ASSIGNED TASK ▸ Search term "fabs": copy each line of the records that contains it.

----- THE DATA -----

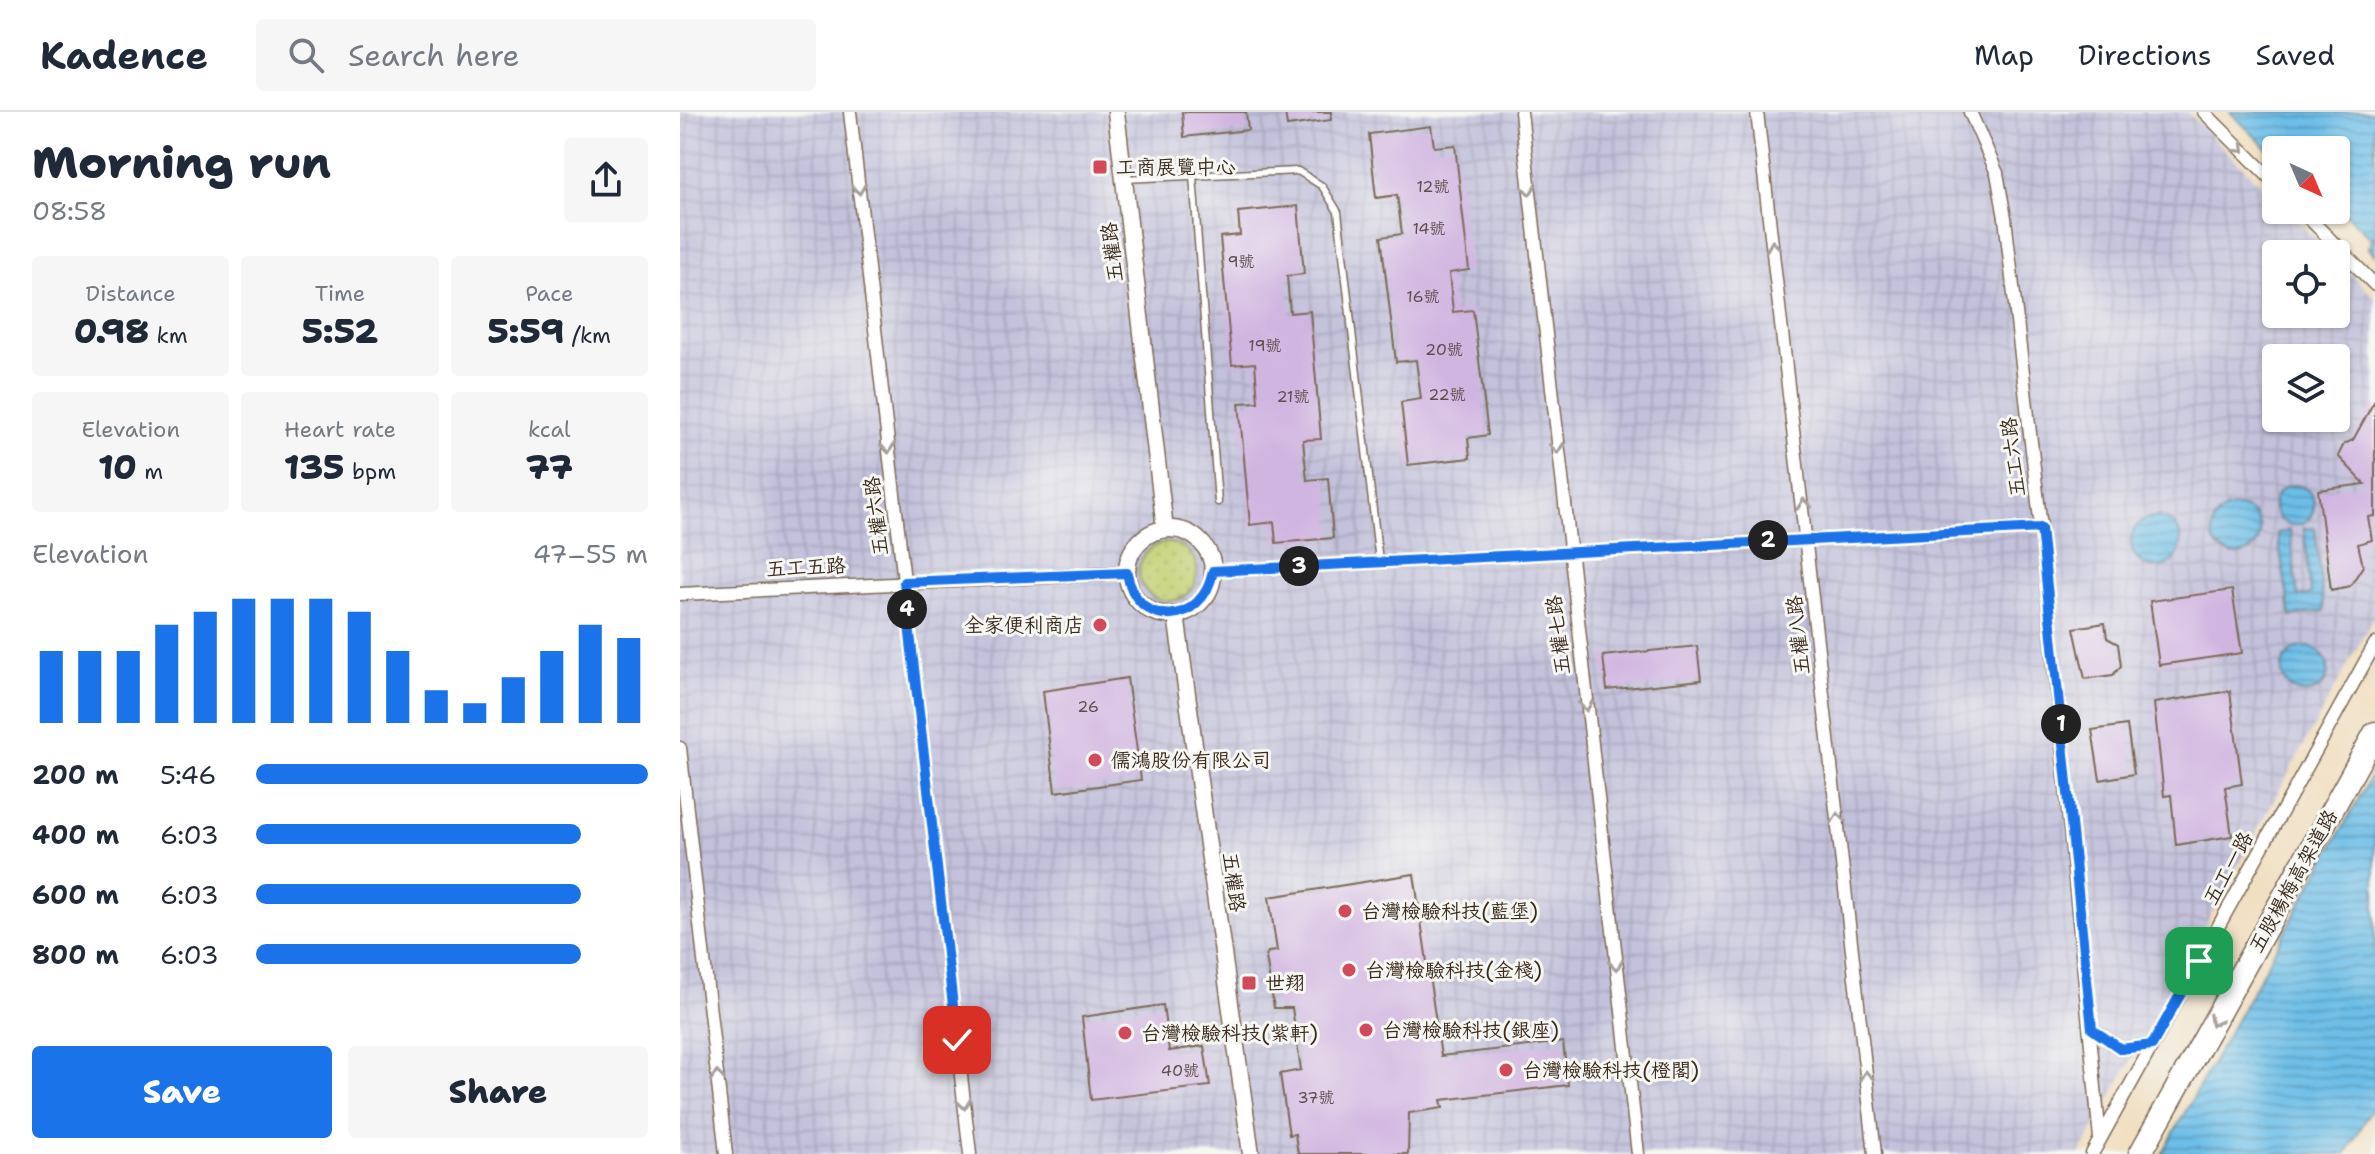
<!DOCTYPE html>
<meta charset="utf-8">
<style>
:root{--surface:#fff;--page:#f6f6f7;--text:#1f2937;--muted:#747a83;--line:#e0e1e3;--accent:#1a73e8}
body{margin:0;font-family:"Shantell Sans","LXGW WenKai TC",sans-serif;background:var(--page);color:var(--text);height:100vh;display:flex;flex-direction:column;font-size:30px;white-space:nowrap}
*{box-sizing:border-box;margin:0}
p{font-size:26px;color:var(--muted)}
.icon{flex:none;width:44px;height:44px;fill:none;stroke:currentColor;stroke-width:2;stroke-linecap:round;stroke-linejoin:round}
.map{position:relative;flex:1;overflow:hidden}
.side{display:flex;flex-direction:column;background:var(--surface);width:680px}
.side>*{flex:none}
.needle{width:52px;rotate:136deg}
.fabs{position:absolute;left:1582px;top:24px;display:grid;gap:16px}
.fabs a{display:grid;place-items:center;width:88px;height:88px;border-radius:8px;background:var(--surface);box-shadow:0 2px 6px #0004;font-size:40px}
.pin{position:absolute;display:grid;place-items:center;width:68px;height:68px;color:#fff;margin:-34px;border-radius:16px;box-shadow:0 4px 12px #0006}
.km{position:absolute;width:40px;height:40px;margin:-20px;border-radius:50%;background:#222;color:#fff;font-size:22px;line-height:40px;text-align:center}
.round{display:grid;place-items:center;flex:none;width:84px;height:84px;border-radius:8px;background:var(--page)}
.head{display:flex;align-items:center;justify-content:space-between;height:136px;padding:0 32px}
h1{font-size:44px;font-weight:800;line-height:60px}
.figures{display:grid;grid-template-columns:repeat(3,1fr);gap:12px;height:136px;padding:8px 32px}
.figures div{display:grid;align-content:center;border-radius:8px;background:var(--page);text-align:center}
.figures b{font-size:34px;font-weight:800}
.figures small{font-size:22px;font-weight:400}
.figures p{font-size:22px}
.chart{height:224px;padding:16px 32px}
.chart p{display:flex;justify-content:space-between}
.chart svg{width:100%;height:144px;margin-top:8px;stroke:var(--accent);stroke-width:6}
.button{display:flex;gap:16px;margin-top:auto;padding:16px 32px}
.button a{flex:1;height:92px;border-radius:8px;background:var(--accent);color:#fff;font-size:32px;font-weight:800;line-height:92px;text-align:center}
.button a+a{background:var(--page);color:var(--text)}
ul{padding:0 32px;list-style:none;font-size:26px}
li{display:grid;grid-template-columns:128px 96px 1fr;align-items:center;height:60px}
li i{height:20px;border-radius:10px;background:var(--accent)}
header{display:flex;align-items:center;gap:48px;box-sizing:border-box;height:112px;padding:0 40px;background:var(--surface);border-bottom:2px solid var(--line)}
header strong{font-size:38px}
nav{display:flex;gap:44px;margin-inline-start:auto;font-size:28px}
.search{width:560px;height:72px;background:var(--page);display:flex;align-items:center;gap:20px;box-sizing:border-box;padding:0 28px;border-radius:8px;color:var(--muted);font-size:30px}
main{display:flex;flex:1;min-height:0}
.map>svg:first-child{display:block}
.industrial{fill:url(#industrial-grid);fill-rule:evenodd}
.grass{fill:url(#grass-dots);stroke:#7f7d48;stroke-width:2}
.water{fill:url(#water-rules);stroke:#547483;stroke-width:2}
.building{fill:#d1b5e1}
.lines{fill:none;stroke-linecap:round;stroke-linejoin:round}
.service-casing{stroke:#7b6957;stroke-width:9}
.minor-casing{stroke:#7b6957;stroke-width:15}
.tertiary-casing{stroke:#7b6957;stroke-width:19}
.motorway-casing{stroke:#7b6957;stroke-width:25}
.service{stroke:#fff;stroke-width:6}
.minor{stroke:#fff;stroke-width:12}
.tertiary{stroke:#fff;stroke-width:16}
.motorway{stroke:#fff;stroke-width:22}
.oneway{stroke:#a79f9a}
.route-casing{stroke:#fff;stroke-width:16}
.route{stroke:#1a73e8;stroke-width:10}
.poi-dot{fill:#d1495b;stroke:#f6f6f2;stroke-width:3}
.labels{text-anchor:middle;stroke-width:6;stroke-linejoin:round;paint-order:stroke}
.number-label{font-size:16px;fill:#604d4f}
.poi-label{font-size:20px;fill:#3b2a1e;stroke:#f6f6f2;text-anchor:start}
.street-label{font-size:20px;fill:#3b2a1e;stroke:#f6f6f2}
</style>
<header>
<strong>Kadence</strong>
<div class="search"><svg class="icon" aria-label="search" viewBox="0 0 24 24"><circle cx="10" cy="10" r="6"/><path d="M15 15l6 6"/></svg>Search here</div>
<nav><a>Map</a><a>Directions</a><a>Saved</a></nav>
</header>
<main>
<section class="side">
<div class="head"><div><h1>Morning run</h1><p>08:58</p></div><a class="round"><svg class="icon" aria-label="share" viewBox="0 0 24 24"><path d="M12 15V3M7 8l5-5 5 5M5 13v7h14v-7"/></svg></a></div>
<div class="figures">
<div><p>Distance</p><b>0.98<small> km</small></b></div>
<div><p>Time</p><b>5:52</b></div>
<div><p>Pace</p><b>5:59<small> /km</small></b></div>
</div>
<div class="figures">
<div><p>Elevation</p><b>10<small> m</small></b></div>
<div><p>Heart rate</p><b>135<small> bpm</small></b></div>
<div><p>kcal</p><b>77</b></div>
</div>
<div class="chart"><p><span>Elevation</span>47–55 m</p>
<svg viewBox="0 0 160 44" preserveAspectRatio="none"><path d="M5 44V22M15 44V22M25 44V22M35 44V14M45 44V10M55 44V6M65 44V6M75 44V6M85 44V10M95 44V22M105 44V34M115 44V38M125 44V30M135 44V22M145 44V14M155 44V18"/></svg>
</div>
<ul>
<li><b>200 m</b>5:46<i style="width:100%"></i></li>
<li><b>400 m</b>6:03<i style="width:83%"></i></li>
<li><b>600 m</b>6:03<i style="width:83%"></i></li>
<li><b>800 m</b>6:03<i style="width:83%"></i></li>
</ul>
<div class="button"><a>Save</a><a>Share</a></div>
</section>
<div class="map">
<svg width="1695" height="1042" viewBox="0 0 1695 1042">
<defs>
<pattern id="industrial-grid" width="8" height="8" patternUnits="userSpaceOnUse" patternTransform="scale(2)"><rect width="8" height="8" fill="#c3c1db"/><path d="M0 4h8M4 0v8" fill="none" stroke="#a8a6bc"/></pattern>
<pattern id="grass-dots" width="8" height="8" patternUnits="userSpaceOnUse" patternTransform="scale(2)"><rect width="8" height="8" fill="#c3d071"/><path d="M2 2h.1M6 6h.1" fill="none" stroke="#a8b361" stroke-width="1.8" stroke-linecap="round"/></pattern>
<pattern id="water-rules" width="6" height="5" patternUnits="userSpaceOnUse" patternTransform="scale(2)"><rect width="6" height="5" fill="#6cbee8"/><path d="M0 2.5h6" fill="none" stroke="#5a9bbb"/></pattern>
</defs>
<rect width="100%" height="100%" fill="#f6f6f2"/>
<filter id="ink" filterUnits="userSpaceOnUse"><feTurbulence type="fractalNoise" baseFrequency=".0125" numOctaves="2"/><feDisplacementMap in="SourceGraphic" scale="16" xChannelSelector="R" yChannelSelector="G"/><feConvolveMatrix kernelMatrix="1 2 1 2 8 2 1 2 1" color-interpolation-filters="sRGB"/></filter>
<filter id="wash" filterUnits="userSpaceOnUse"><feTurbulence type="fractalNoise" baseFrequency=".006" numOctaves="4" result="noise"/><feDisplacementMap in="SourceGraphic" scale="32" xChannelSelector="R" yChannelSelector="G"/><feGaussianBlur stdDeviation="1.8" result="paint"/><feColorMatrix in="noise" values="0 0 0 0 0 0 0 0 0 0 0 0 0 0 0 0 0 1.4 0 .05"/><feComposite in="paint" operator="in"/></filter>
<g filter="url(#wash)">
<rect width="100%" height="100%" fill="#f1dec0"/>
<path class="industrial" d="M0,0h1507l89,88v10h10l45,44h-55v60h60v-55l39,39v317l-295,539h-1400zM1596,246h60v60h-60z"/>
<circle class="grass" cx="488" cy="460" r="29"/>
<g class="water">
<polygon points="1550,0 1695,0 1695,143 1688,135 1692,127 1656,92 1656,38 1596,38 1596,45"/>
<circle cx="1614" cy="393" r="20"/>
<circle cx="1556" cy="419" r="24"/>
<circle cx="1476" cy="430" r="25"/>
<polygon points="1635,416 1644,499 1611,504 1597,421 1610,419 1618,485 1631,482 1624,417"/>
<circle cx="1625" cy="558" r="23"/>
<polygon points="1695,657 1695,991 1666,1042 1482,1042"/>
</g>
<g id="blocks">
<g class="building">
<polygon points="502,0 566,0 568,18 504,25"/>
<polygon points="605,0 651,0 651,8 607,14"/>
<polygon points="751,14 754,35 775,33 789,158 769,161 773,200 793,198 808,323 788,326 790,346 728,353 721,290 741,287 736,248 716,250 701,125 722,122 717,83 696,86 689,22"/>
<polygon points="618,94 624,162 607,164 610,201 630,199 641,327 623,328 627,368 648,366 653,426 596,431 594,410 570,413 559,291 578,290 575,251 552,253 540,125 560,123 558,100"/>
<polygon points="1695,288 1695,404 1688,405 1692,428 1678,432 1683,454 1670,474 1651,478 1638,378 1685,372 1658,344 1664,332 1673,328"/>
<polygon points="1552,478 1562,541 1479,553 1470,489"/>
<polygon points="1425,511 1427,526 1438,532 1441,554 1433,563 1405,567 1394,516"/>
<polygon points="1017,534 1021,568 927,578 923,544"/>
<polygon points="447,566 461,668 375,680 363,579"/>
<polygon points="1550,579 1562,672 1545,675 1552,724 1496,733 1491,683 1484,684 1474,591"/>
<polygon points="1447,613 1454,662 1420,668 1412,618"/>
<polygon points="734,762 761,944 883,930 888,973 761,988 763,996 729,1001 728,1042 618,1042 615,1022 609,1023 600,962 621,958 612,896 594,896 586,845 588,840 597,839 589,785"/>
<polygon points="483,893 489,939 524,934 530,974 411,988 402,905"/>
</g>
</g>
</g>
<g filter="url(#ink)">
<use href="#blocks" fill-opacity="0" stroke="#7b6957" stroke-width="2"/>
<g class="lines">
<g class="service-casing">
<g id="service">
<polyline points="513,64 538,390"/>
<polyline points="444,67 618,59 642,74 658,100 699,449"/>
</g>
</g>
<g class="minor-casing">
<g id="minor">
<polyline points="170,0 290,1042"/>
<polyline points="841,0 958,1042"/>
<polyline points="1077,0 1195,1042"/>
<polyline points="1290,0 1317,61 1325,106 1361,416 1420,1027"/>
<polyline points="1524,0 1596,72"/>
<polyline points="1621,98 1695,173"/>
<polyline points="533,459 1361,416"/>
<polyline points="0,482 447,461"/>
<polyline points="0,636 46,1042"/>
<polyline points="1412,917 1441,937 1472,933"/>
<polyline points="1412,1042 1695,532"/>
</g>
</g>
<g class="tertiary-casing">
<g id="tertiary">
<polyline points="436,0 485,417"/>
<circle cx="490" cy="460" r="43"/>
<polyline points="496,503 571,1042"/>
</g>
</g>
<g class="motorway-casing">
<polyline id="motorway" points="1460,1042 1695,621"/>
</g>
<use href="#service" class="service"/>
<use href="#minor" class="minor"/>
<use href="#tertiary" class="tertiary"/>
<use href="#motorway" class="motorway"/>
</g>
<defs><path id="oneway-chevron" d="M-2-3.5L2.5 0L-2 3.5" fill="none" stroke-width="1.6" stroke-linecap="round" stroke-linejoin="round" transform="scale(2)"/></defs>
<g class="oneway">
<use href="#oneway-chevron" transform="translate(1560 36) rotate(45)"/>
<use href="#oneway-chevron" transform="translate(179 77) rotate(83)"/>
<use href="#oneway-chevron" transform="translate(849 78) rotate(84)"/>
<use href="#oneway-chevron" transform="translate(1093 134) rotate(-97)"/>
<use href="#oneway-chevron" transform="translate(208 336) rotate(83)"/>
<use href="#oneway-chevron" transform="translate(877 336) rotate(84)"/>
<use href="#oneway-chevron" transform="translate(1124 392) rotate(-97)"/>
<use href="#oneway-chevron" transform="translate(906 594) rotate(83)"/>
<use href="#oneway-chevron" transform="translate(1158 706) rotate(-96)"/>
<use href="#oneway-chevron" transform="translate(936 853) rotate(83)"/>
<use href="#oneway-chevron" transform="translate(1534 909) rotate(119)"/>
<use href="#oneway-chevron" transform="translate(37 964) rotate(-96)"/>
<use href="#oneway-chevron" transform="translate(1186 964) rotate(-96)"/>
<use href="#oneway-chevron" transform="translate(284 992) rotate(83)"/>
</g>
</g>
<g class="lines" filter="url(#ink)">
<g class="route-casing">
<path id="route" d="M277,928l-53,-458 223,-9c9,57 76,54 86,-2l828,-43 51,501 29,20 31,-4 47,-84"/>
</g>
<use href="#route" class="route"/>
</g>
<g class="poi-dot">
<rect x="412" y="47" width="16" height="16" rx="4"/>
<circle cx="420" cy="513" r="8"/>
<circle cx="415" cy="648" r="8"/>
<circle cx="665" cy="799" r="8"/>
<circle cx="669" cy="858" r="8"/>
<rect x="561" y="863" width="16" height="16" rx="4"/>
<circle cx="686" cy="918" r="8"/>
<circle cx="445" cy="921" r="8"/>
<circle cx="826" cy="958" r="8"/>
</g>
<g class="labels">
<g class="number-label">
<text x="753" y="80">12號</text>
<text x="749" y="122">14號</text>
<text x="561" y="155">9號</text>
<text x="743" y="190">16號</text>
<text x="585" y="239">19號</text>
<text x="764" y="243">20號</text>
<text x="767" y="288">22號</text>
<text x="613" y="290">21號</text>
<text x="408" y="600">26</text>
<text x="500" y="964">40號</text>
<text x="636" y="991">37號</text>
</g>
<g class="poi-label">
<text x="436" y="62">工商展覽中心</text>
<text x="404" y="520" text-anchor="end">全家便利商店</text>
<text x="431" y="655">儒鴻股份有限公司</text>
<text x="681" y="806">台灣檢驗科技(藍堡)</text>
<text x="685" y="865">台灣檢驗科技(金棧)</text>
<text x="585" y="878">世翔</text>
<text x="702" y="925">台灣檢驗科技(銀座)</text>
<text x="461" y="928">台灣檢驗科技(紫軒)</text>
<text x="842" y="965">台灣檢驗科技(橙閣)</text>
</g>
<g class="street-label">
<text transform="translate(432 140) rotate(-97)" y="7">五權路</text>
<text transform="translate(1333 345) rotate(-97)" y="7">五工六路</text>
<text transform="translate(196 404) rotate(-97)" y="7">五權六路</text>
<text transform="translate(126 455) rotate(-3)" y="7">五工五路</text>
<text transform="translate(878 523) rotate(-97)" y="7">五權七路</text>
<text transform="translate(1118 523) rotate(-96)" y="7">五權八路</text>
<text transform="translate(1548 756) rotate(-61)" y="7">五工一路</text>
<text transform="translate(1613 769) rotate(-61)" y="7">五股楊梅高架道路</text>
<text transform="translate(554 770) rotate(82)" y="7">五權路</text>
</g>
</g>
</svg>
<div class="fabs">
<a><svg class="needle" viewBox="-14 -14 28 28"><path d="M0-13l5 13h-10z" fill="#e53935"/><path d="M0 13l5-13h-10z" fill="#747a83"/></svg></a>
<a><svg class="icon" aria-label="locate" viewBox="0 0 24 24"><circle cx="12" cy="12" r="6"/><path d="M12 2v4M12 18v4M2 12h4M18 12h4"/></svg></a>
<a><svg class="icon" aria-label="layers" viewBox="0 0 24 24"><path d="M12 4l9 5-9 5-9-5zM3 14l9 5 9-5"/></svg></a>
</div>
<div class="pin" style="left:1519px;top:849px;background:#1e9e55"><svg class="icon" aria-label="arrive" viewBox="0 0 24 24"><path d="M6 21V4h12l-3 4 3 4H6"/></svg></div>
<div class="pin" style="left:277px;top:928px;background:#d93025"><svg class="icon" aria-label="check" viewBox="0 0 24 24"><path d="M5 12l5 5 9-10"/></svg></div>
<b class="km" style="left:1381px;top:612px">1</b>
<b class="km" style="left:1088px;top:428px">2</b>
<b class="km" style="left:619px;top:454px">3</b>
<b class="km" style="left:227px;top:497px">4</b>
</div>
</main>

-----

ANSWER SECTION ▸
.fabs{position:absolute;left:1582px;top:24px;display:grid;gap:16px}
.fabs a{display:grid;place-items:center;width:88px;height:88px;border-radius:8px;background:var(--surface);box-shadow:0 2px 6px #0004;font-size:40px}
<div class="fabs">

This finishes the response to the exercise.